In fact, the land is looking very scruffy now as the owners usually get a local farmer to cut it and take silage off it, but this year that doesn't seem to have happened and they've allowed it to grow long and the thistles and ragwort have taken over. 

Are there Council tax or other benefits if we leave it as ag land?


----------



## jrp204 (17 August 2011)

You can subdivide agricultural land but you still may need pp for mobile field shelters, you would need to check with your PA. No council tax on land but there maybe business rates if it is not agricultural, you would need to get advice on this.


----------



## CazD (17 August 2011)

If you mean subdividing by fencing then you can do that, whatever the status of the land.  We have a paddock which still has agricultural status rather than equestrian use status. We paid £14.5K an acre ten years ago for it - the high price is because its a small parcel of land rather than anything to do with its status.  If you were buying 200 acres then the price per acre would be less than if you were only buying 4 acres.  Grazing of horses still counts as agricultural use in planning law, its only when you want to start riding on the land, putting up stables - oh and actually FEEDING the horses on the land - that it starts to count as something else.  Depending on your council, I wouldnt bother paying the planning fee for change of use.  We've grazed (and fed) our horses on our land for 10 years, the council also gave us PP for stables and a fixed field shelter without bothering to ask us to change the use of the land.

There are no tax benefits whether its ag or equestrian use (unless you rent it out, when you might get into business rates)

If I were you, I just go ahead, sub-divide it and use mobile shelters - you shouldnt have a problem.


----------



## Deborahm (17 August 2011)

CazD said:



			We paid £14.5K an acre ten years ago for it - the high price is because its a small parcel of land rather than anything to do with its status.
		
Click to expand...

Yes, I forgot to say that the field is 4 and a half acres. 

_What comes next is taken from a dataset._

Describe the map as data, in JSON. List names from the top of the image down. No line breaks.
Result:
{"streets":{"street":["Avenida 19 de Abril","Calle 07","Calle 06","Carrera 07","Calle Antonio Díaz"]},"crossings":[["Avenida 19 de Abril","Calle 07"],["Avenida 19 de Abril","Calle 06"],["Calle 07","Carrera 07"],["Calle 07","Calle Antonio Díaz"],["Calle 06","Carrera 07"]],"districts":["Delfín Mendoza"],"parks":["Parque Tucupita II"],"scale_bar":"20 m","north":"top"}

The field would really only be of interest to us, as we're looking to buy the only house in the vicinity. Access is via a 5 bar gate off a country lane at the very edge of a small hamlet. The plot is outside the planning envelope, so can't be developed. 

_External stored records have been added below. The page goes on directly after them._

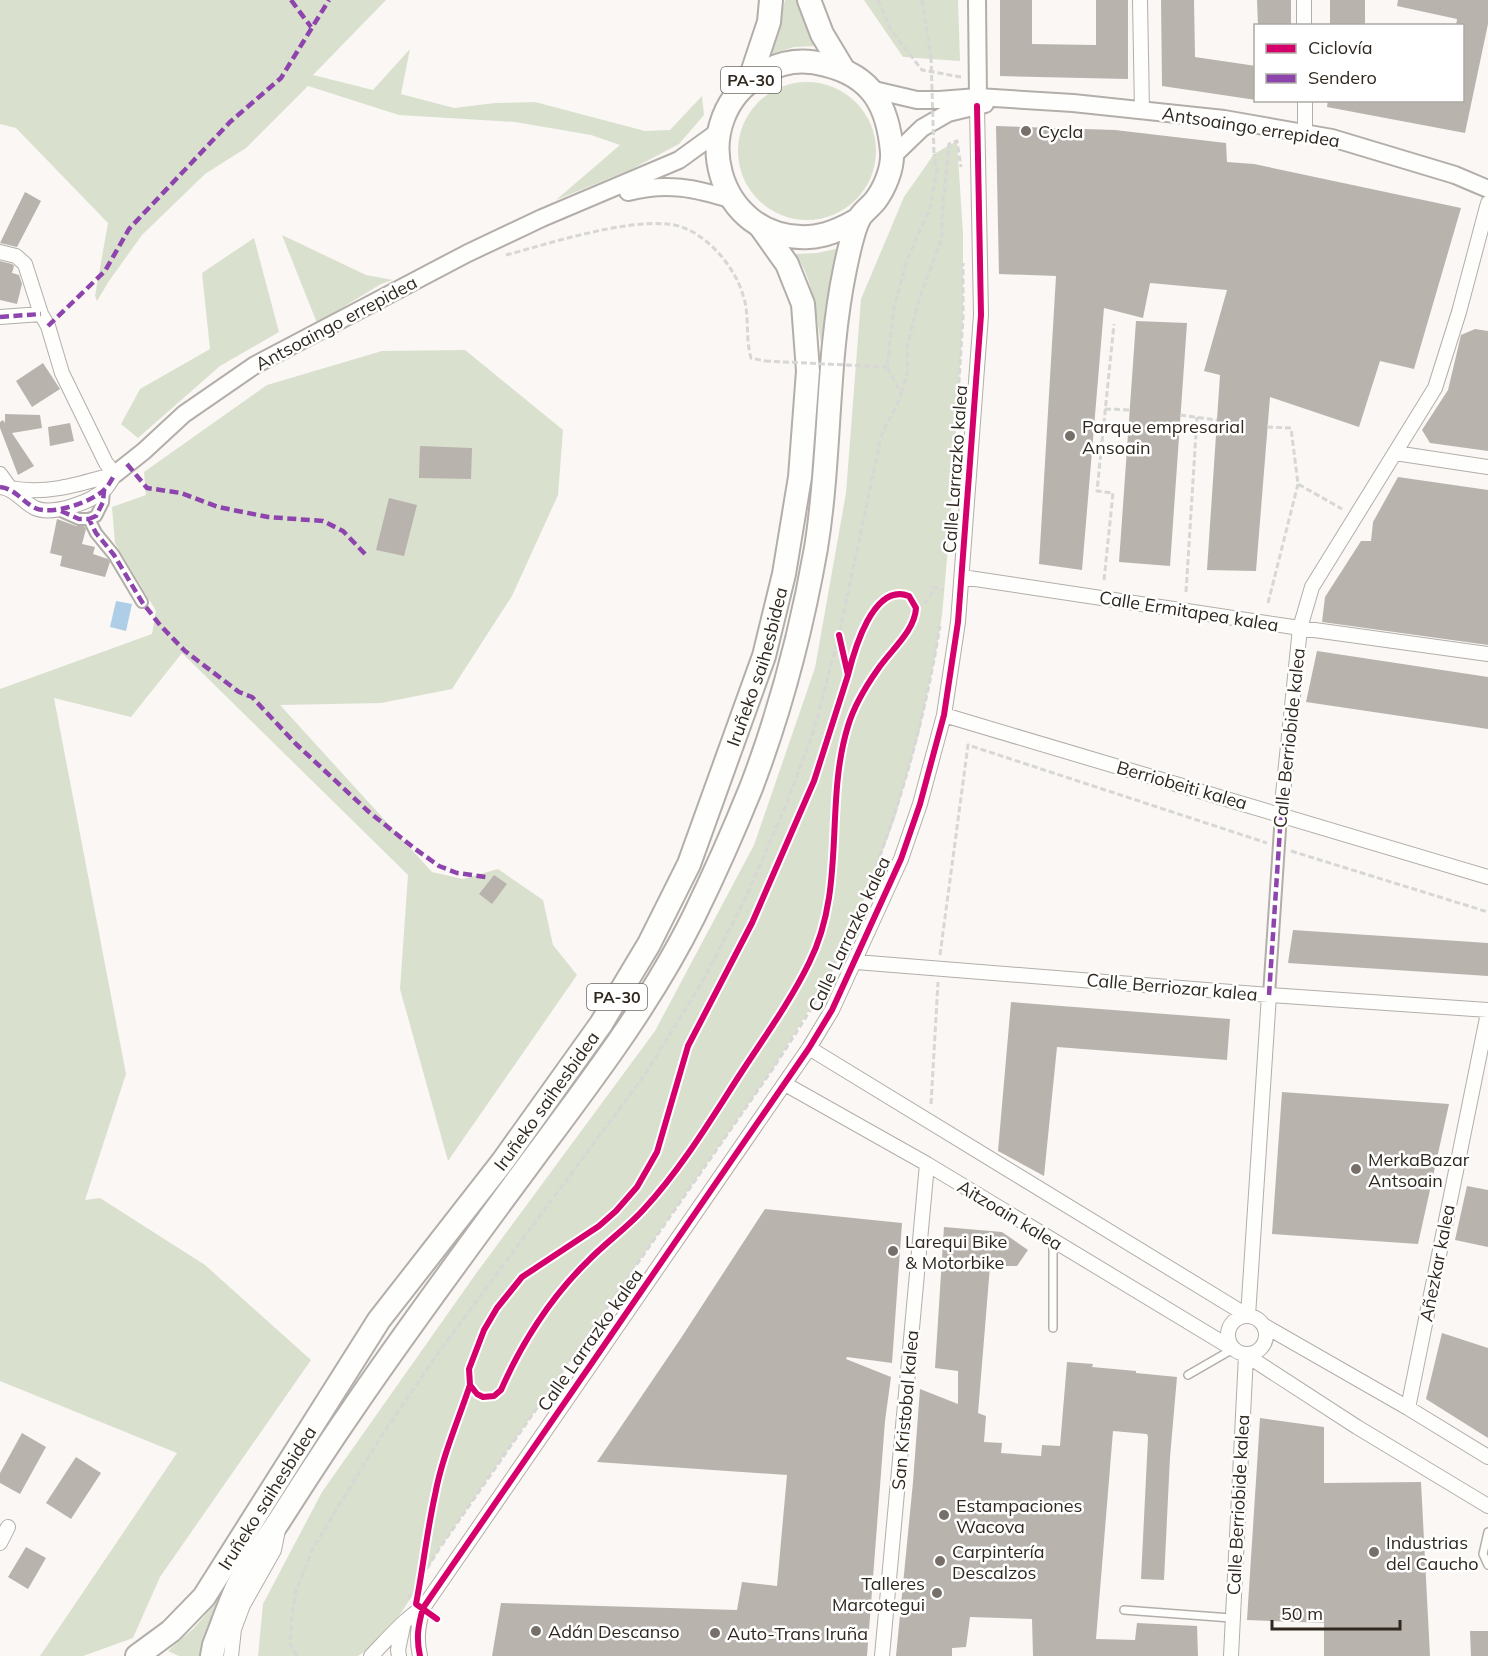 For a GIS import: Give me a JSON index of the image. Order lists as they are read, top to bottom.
{
  "streets": {
    "highway": ["PA-30", "Iruñeko saihesbidea"],
    "street": [
      "Antsoaingo errepidea",
      "Calle Larrazko kalea",
      "Calle Ermitapea kalea",
      "Calle Berriobide kalea",
      "Berriobeiti kalea",
      "Calle Berriozar kalea",
      "Aitzoain kalea",
      "Añezkar kalea",
      "San Kristobal kalea"
    ]
  },
  "crossings": [
    ["PA-30", "Antsoaingo errepidea"],
    ["PA-30", "Iruñeko saihesbidea"],
    ["Antsoaingo errepidea", "Calle Larrazko kalea"],
    ["Antsoaingo errepidea", "Iruñeko saihesbidea"],
    ["Calle Larrazko kalea", "Calle Ermitapea kalea"],
    ["Calle Larrazko kalea", "Berriobeiti kalea"],
    ["Calle Larrazko kalea", "Calle Berriozar kalea"],
    ["Calle Larrazko kalea", "Aitzoain kalea"],
    ["Calle Ermitapea kalea", "Calle Berriobide kalea"],
    ["Calle Berriobide kalea", "Berriobeiti kalea"],
    ["Calle Berriobide kalea", "Calle Berriozar kalea"],
    ["Calle Berriobide kalea", "Aitzoain kalea"],
    ["Calle Berriozar kalea", "Añezkar kalea"],
    ["Aitzoain kalea", "San Kristobal kalea"]
  ],
  "places": [
    "Cycla",
    "Parque empresarial Ansoain",
    "MerkaBazar Antsoain",
    "Larequi Bike & Motorbike",
    "Estampaciones Wacova",
    "Industrias del Caucho",
    "Carpintería Descalzos",
    "Talleres Marcotegui",
    "Adán Descanso",
    "Auto-Trans Iruña"
  ],
  "legend": ["Ciclovía", "Sendero"],
  "scale_bar": "50 m"
}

The hamlet is very horsey, but the land is at the very end of the village away from other houses. Personally I wouldn't fancy leading a horse up the lane to get to the field, as it's a cut through for commuters and is quite narrow and bendy. Anyone else though would need to lead their horses a short way up the lane (which has no pedestrian footpath) to access the land. No one has grazed horses on it yet, so I guess they would have asked by now if they were interested. The land immediately surrounding the field is all down to crops, so the field can't be joined to an existing paddock or accessed any other way except by us or the road. 

If we buy the house next door too (from the same owners) we could put the stables on the garden (and avoid PP?) and cut a way through to the field so I would be able to take my horses into it without going on the road.

I just want to make sure that a) we're not paying over the odds and b) that I can keep my horses on it in a practical and safe manner. We've always rented before and we're really looking for a place of our own where we can create decent facilities for the horses.


----------



## CazD (17 August 2011)

Deborahm said:



			Yes, I forgot to say that the field is 4 and a half acres. 

The field would really only be of interest to us, as we're looking to buy the only house in the vicinity. Access is via a 5 bar gate off a country lane at the very edge of a small hamlet. The plot is outside the planning envelope, so can't be developed. 

QUOTE]

Dont be so sure no one else would be interested if you live in a horsey area. Our paddock is outside the village envelope and in an AONB so no chance of ever developing it - we had to go to planning appeal to even get wooden stables!  We live over half a mile from the field, which is down a narrow lane and is marooned in the middle of another farmer's land poorly looked after land so, like  yours, cannot be joined to another paddock, garden or accessed at all apart from via the lane.  We had HUGE competition to get the paddock - and  upset a fair few people by being the highest bidders.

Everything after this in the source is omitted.